Economist
February 4, 2012
The European Central Bank (ECB) tends to take the long way around. When in 2009 the Federal Reserve and the Bank of England slashed interest rates towards zero and started quantitative easing (buying government bonds with central-bank money), the ECB was more circumspect. It was reluctant to cut its main rate below 1% and loth to buy government bonds directly.
Instead it adopted its own non-standard measures. It offered unlimited loans to commercial banks for up to a year against a broad range of collateral. The ECB’s oblique approach had much the same effect as the route taken by the Fed and others. A flood of liquidity from a €442 billion ($611 billion) auction of one-year ECB loans in June 2009 pushed short-term interest rates close to levels in America and Britain. Banks used much of the cash to buy government bonds, driving down long-term interest rates.

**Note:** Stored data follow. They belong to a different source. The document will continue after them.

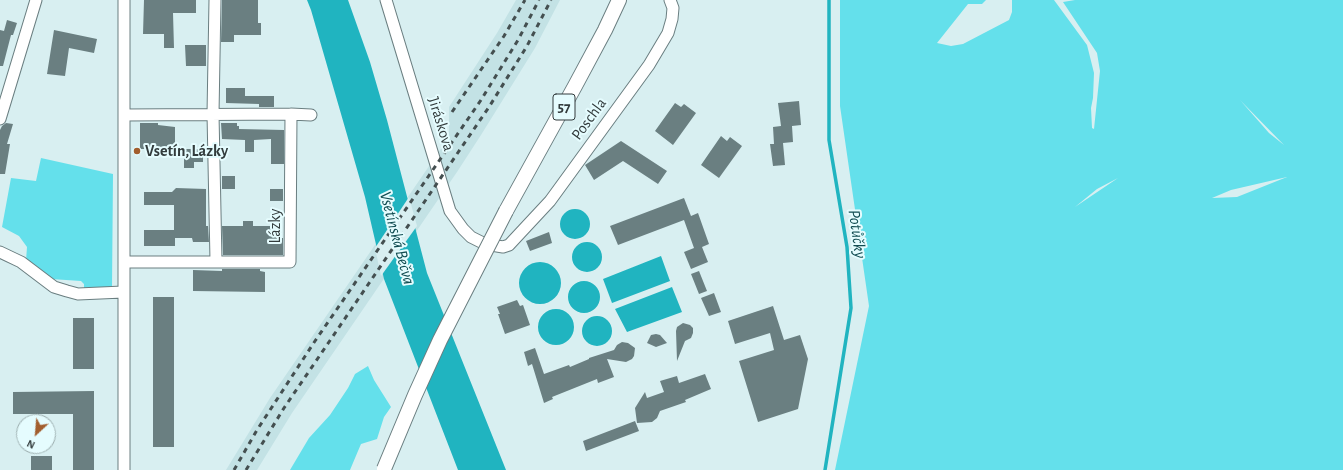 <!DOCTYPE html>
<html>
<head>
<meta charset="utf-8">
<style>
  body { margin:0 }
  #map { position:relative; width:1343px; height:470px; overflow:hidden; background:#d8eff1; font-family:"Alegreya Sans",sans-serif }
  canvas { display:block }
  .north { position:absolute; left:16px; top:414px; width:40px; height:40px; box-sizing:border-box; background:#e5fcfe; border:1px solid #9dafb0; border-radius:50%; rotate:206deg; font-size:11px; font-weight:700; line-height:16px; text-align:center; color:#323b3c }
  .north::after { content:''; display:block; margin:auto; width:14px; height:18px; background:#a25e2e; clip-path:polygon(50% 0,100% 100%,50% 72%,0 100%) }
</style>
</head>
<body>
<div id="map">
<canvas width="1343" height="470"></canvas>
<div class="north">N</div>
</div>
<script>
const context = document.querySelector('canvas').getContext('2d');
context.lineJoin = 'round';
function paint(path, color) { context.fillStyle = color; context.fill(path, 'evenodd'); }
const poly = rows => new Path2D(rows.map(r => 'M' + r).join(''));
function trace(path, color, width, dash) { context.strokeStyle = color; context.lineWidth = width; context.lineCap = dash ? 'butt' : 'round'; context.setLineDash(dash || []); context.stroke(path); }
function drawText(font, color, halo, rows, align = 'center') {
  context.font = font + ' "Alegreya Sans",sans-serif'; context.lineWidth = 4; context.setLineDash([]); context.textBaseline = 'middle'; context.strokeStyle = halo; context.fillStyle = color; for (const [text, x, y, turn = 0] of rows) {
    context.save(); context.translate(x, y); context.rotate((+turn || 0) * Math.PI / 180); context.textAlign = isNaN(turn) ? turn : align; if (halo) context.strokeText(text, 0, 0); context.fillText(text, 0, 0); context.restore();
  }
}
const built = poly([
  [516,0,560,0,535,48,481,135,457,172,292,413,257,470,226,470,270,398,449,137,449,107,497,33]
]);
const green = poly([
  [840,0,986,0,982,4,968,4,937,43,951,46,963,44,1009,20,1012,12,1012,0,1054,0,1087,45,1094,73,1093,98,1091,108,1092,128,1094,129,1100,71,1097,53,1063,2,1075,0,1343,0,1343,470,835,470,869,306,840,106],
  [1240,100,1284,145,1269,133],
  [1287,177,1237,197,1212,198,1231,190],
  [1118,178,1075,207,1097,189],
  [41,158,113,174,112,288,84,290,84,284,81,281,51,279,26,261,27,247,19,236,2,227,11,178,36,181],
  [368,366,374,380,391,407,384,417,377,439,361,444,358,451,350,470,290,470,309,438,330,415,348,388,355,374]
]);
const water = poly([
  [307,0,348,0,370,62,387,120,427,273,506,470,458,470,384,279,365,197,311,10],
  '560 224a15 15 0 1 1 30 0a15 15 0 1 1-30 0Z',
  '572 257a15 15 0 1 1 30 0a15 15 0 1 1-30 0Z',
  [661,256,670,281,612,303,603,279],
  '519 283a21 21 0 1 1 42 0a21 21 0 1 1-42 0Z',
  '568 297a16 16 0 1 1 32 0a16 16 0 1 1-32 0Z',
  [672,287,682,312,627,332,615,309],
  '538 327a18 18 0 1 1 36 0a18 18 0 1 1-36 0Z',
  '582 331a15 15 0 1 1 30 0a15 15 0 1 1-30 0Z'
]);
const pier = poly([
  [409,197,417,226,381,276,375,248]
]);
const stream = poly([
  [825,470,851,308,847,247,829,140,829,0]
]);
const building = poly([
  [144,0,196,0,196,13,173,13,174,48,164,48,164,34,143,34],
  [222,0,258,0,258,23,261,23,261,35,234,35,234,42,221,42],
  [7,20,17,23,13,35,11,35,3,66,0,66,0,30,4,31],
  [54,30,97,39,94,53,69,48,65,76,47,74],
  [185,45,206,45,206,66,186,66],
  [226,88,245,88,245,96,274,96,274,107,259,107,259,104,226,103],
  [799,101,801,125,792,126,793,142,783,143,785,165,773,166,770,144,774,144,773,127,781,126,778,103],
  [675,103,681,107,684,104,696,113,673,145,655,131],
  [6,123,13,124,7,144,10,144,5,174,0,174,0,130,2,126],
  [140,123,158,123,158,125,175,127,175,149,140,149],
  [221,123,237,123,237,126,239,126,239,129,284,130,284,164,271,164,271,139,254,140,254,152,245,152,245,140,222,139],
  [721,136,727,141,730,137,742,146,719,178,701,165],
  [621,141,667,171,658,184,623,161,594,180,585,165],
  [184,149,203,149,203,162,194,162,194,168,184,168],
  [222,176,235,176,235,189,222,189],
  [176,188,206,189,206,226,208,226,209,242,193,242,192,238,175,238,175,246,144,246,144,230,174,230,174,205,144,205,144,192,172,192],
  [270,189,283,189,283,201,270,201],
  [684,198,691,216,698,213,709,244,702,247,708,262,691,269,684,252,694,248,684,220,618,245,610,226],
  [243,221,253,221,253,226,273,226,273,230,281,230,281,238,283,238,283,255,223,255,222,226,243,226],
  [549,232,552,243,530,251,526,241],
  [222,269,260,269,260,271,265,272,265,292,193,291,193,270,222,271],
  [699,271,707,291,699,294,691,274],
  [714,293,721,312,709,316,701,298],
  [153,297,174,297,174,447,153,447],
  [517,300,520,306,523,305,530,325,505,334,498,314,500,314,497,307],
  [773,306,784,340,800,335,808,359,798,409,758,422,739,361,774,350,770,333,735,344,728,321],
  [73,318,94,318,94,369,73,369],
  [683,323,690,325,693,328,693,333,691,338,685,341,677,361,676,331,677,327],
  [656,334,660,335,667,343,656,347,647,343,651,335],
  [622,342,628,343,635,348,634,356,632,359,626,362,607,359,614,377,598,383,597,379,552,397,553,399,544,403,532,364,528,366,524,352,535,348,544,374,569,365,570,367,589,359,589,358,614,350,617,345],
  [705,374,711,389,685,400,686,402,660,411,657,418,652,422,637,423,635,408,645,392,647,398,664,392,660,381,677,376,679,383],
  [94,391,94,470,73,470,73,414,13,414,13,392],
  [635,421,639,431,586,451,583,441],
  [31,456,52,456,52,470,31,470]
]);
const minor = poly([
  [215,0,213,114,216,261],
  [386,0,450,211,463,229,471,237,485,244,503,247,509,245,550,201,649,65,668,33,672,19,673,8,670,0],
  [291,114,311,115],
  [0,119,36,0],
  [0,252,21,262,54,287,67,291,78,294,123,292],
  [124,262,290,262,291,114,125,115],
  [124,470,124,0]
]);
const major = poly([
  [506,211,575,86,605,30,619,0]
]);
const rail = poly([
  [452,112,504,36,525,0],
  [234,470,257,430,315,341,481,100,518,40,539,0],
  [246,470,284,408,489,107,527,46,551,0]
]);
const majorBridge = poly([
  [384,469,415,395,440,340,506,211]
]);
const markers = [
  [137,151,4,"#a25e2e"]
];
const shields = [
  [564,107,22]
];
const shieldNames = [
  ["57",564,107]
];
const streetNames = [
  ["Poschla",589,119,-54],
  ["Jiráskova",441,124,73],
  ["Lázky",275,226,-90]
];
const poiNames = [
  ["Vsetín, Lázky",145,151]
];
const waterNames = [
  ["Potůčky",857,234,82],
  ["Vsetínská Bečva",397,238,75]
];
paint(built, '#c3e2e5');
paint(green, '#64e0eb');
paint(water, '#20b4c0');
paint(pier, '#d8eff1');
trace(stream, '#20b4c0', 3.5);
paint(building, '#6a7f81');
trace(minor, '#6a7e80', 13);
trace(major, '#6a7e80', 16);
trace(minor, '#fff', 11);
trace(major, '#fff', 14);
trace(rail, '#444f50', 3, [5, 5]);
trace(majorBridge, '#6a7e80', 16, []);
trace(majorBridge, '#fff', 14);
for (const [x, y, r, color] of markers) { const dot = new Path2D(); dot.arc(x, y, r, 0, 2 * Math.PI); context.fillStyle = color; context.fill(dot); trace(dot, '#e5fcfe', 1.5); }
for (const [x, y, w] of shields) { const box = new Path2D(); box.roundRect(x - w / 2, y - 13, w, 26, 3); context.fillStyle = '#e5fcfe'; context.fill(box); trace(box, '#323b3c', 1); }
drawText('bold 15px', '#323b3c', null, shieldNames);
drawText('16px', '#323b3c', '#e5fcfe', streetNames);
drawText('bold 16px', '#323b3c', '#e5fcfe', poiNames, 'left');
drawText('italic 17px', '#114c51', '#e5fcfe', waterNames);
</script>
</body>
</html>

More than two years on, and in far more trying circumstances, the ECB seems to have repeated the trick. Faced with renewed recession, a bank-funding crisis and investor revulsion against all but the safest euro-zone government bonds, the ECB said on December 8th that it would provide unlimited funds for 36 months at its main interest rate (which it cut to 1%), at two auctions. The first of these, on December 21st, attracted bids of €489 billion. That more than matched the amount lent for one year in June 2009, and has had similar effects. Overnight interest rates have fallen to around 0.4%, well below the ECB’s benchmark rate. Longer-term bond yields for investment-grade euro-zone countries—ie, everyone but Cyprus, Greece and Portugal—have dropped, too (see left-hand chart).